• WHAT THE EXERCISE ASKS: Quote the entries below from the line with "const g = document.querySelector('canvas').getContext('2d');" through the line with "g.strokeStyle = color;", both ends included, and only those lines.

Records from a data collection:

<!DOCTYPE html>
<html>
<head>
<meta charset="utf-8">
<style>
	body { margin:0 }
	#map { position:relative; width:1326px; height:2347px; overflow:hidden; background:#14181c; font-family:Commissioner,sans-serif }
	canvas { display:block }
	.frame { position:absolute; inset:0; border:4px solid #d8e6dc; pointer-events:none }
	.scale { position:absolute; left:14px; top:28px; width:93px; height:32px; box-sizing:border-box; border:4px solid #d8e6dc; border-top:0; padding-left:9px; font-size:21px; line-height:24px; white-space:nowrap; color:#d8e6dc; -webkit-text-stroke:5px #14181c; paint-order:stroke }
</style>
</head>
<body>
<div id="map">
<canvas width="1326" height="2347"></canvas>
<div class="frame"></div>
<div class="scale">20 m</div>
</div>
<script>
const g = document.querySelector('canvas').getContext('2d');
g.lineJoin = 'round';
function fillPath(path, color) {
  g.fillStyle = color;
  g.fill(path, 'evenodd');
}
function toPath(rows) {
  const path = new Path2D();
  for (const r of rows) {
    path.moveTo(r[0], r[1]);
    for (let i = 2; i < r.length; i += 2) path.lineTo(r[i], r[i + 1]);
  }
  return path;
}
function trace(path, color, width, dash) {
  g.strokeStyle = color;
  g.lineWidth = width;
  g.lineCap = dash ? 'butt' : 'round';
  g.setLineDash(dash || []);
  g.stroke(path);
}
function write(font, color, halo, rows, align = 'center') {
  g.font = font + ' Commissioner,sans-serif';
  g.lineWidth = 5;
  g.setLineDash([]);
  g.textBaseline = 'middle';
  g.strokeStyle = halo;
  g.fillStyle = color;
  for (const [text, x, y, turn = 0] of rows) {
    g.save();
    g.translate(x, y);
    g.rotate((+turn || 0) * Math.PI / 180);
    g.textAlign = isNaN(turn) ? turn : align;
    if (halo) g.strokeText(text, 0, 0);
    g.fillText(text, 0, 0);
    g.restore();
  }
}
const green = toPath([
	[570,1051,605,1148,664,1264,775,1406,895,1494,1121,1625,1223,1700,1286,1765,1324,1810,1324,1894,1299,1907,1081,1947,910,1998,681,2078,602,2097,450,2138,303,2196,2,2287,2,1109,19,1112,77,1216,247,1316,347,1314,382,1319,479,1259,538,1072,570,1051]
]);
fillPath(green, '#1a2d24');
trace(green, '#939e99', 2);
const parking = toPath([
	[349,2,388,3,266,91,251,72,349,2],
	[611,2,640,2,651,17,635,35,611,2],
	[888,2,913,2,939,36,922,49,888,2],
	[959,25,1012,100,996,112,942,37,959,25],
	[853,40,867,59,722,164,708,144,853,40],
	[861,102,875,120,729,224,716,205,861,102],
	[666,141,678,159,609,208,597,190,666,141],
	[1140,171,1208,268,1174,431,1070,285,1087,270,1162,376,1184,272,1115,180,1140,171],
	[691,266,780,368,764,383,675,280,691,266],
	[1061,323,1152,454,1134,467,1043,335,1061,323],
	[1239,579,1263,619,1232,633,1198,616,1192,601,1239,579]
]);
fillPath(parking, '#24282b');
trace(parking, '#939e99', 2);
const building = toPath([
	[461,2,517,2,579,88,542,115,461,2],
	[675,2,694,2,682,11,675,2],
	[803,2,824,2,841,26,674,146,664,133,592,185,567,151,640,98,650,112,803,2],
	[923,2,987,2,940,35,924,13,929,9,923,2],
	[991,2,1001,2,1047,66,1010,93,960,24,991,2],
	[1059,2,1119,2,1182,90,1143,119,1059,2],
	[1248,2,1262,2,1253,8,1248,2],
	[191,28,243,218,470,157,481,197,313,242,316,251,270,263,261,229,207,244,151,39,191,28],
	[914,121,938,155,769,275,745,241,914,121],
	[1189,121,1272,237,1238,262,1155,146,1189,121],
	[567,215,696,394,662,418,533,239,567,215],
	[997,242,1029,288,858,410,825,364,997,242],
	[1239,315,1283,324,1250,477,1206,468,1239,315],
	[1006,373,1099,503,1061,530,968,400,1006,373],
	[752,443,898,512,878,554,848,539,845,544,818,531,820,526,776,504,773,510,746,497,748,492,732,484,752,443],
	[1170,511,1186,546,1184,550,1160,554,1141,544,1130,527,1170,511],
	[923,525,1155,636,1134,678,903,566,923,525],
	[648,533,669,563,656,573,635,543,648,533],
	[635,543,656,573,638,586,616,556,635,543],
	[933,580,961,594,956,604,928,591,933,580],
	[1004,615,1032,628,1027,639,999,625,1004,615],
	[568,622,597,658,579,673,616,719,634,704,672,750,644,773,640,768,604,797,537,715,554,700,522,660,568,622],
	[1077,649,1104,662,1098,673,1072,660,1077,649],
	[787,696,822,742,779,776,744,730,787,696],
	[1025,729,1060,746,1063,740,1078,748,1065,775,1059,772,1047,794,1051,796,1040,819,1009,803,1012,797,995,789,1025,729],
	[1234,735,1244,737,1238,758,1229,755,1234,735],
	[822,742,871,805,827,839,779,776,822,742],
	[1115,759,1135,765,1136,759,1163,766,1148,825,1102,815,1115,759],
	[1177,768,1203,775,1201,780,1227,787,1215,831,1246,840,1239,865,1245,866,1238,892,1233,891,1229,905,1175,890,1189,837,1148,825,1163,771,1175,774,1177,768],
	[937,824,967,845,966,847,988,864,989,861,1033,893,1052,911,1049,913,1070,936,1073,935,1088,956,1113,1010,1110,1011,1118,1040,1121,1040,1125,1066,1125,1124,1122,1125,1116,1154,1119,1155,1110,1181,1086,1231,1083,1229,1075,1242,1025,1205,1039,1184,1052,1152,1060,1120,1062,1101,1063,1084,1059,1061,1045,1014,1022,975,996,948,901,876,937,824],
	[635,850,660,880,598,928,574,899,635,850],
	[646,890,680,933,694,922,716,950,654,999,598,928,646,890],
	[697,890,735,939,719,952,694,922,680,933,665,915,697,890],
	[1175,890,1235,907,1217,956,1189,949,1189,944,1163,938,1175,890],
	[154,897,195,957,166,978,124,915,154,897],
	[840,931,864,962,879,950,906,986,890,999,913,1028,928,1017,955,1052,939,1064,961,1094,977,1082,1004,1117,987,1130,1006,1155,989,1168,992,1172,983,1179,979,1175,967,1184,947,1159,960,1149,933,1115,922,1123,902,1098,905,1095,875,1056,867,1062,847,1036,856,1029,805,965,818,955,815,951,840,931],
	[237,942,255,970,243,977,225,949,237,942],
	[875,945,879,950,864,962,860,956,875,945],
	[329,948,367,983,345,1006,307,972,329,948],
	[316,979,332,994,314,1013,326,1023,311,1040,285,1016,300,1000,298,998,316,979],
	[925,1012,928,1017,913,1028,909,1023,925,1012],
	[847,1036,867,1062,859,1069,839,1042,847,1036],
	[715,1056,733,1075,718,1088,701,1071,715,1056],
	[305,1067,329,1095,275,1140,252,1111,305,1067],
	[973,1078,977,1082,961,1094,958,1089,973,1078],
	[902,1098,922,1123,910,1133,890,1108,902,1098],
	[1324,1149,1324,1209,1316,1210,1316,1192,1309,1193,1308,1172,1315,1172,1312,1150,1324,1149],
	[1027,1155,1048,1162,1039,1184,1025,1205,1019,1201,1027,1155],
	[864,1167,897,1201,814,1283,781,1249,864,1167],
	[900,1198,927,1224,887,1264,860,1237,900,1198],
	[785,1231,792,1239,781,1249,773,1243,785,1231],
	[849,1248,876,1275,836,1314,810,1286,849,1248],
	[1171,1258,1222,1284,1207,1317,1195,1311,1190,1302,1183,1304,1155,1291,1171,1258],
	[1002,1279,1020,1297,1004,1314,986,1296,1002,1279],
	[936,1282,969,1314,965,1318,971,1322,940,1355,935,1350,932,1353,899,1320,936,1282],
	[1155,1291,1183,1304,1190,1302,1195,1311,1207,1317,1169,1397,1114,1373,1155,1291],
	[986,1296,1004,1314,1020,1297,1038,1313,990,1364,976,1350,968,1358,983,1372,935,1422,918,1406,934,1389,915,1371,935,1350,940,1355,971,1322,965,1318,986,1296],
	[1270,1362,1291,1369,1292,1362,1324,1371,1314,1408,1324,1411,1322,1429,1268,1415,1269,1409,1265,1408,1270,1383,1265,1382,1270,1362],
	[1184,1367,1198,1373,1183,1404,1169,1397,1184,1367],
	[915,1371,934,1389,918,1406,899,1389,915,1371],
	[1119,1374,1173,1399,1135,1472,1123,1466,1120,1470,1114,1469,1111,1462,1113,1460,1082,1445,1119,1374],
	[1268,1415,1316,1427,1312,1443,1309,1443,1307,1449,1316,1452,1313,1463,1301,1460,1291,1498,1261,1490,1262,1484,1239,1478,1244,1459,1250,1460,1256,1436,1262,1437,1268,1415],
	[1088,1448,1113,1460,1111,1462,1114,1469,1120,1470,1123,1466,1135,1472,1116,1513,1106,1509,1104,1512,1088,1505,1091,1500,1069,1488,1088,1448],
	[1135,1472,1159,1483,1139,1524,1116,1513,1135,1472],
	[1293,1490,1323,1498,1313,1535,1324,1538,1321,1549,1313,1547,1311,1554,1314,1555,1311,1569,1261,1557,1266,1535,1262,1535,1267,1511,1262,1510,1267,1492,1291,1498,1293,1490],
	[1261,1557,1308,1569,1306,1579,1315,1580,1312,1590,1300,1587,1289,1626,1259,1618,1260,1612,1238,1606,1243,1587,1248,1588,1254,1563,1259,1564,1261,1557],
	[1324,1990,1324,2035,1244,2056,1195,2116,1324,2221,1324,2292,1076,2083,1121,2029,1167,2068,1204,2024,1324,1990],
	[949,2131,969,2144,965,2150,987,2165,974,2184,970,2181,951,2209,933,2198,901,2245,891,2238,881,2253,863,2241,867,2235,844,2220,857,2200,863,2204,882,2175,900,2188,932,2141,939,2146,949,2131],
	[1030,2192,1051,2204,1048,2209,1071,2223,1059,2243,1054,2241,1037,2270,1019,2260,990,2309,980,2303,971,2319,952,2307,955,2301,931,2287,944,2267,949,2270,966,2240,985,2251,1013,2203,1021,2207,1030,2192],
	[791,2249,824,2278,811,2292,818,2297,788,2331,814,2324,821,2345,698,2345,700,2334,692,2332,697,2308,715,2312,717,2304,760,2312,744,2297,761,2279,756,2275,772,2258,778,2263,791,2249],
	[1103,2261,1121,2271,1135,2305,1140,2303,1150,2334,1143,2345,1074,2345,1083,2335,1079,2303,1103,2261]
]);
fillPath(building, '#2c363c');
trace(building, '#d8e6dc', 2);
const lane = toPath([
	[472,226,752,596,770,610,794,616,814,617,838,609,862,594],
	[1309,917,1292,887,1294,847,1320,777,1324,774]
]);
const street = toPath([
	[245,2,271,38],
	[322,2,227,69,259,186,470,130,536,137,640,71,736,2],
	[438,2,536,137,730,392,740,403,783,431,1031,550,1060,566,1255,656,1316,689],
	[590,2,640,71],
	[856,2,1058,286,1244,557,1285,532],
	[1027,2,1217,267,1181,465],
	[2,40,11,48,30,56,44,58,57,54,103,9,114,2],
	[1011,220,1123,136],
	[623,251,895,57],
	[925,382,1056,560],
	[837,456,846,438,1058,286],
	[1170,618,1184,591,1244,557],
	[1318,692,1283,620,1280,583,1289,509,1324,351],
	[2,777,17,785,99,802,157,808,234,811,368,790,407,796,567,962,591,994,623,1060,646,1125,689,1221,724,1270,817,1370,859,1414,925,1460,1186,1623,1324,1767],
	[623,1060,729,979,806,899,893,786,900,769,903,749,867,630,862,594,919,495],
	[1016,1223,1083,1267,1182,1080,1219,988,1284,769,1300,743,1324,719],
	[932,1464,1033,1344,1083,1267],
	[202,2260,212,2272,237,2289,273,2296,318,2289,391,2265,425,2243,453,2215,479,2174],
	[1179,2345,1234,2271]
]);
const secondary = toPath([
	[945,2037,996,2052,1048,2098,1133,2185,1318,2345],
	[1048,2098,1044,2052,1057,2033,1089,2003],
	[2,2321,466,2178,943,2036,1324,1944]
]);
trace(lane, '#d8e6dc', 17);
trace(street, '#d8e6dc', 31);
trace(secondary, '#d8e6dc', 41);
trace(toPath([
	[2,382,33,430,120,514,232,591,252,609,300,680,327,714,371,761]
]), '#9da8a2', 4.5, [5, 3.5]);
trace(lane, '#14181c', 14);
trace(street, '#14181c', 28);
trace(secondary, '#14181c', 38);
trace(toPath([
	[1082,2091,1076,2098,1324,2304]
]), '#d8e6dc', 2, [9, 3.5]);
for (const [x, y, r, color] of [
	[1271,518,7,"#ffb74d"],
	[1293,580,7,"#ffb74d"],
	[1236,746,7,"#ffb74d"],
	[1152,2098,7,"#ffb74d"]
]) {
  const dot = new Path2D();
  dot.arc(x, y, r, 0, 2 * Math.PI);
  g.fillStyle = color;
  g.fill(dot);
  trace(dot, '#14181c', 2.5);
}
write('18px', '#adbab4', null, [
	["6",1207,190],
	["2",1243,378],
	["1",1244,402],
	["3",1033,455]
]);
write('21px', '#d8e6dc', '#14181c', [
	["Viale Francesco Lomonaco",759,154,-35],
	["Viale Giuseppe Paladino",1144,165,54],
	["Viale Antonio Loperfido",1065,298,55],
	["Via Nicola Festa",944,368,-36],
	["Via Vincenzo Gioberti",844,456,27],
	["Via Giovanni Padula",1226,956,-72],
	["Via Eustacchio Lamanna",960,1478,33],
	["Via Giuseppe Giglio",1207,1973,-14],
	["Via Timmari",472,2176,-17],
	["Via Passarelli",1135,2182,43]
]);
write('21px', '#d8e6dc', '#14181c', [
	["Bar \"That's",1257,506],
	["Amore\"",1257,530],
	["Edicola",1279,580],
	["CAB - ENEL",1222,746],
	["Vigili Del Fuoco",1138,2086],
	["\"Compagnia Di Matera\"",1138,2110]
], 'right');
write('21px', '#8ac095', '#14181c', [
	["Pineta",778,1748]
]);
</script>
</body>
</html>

• YOUR RESPONSE:
const g = document.querySelector('canvas').getContext('2d');
g.lineJoin = 'round';
function fillPath(path, color) {
  g.fillStyle = color;
  g.fill(path, 'evenodd');
}
function toPath(rows) {
  const path = new Path2D();
  for (const r of rows) {
    path.moveTo(r[0], r[1]);
    for (let i = 2; i < r.length; i += 2) path.lineTo(r[i], r[i + 1]);
  }
  return path;
}
function trace(path, color, width, dash) {
  g.strokeStyle = color;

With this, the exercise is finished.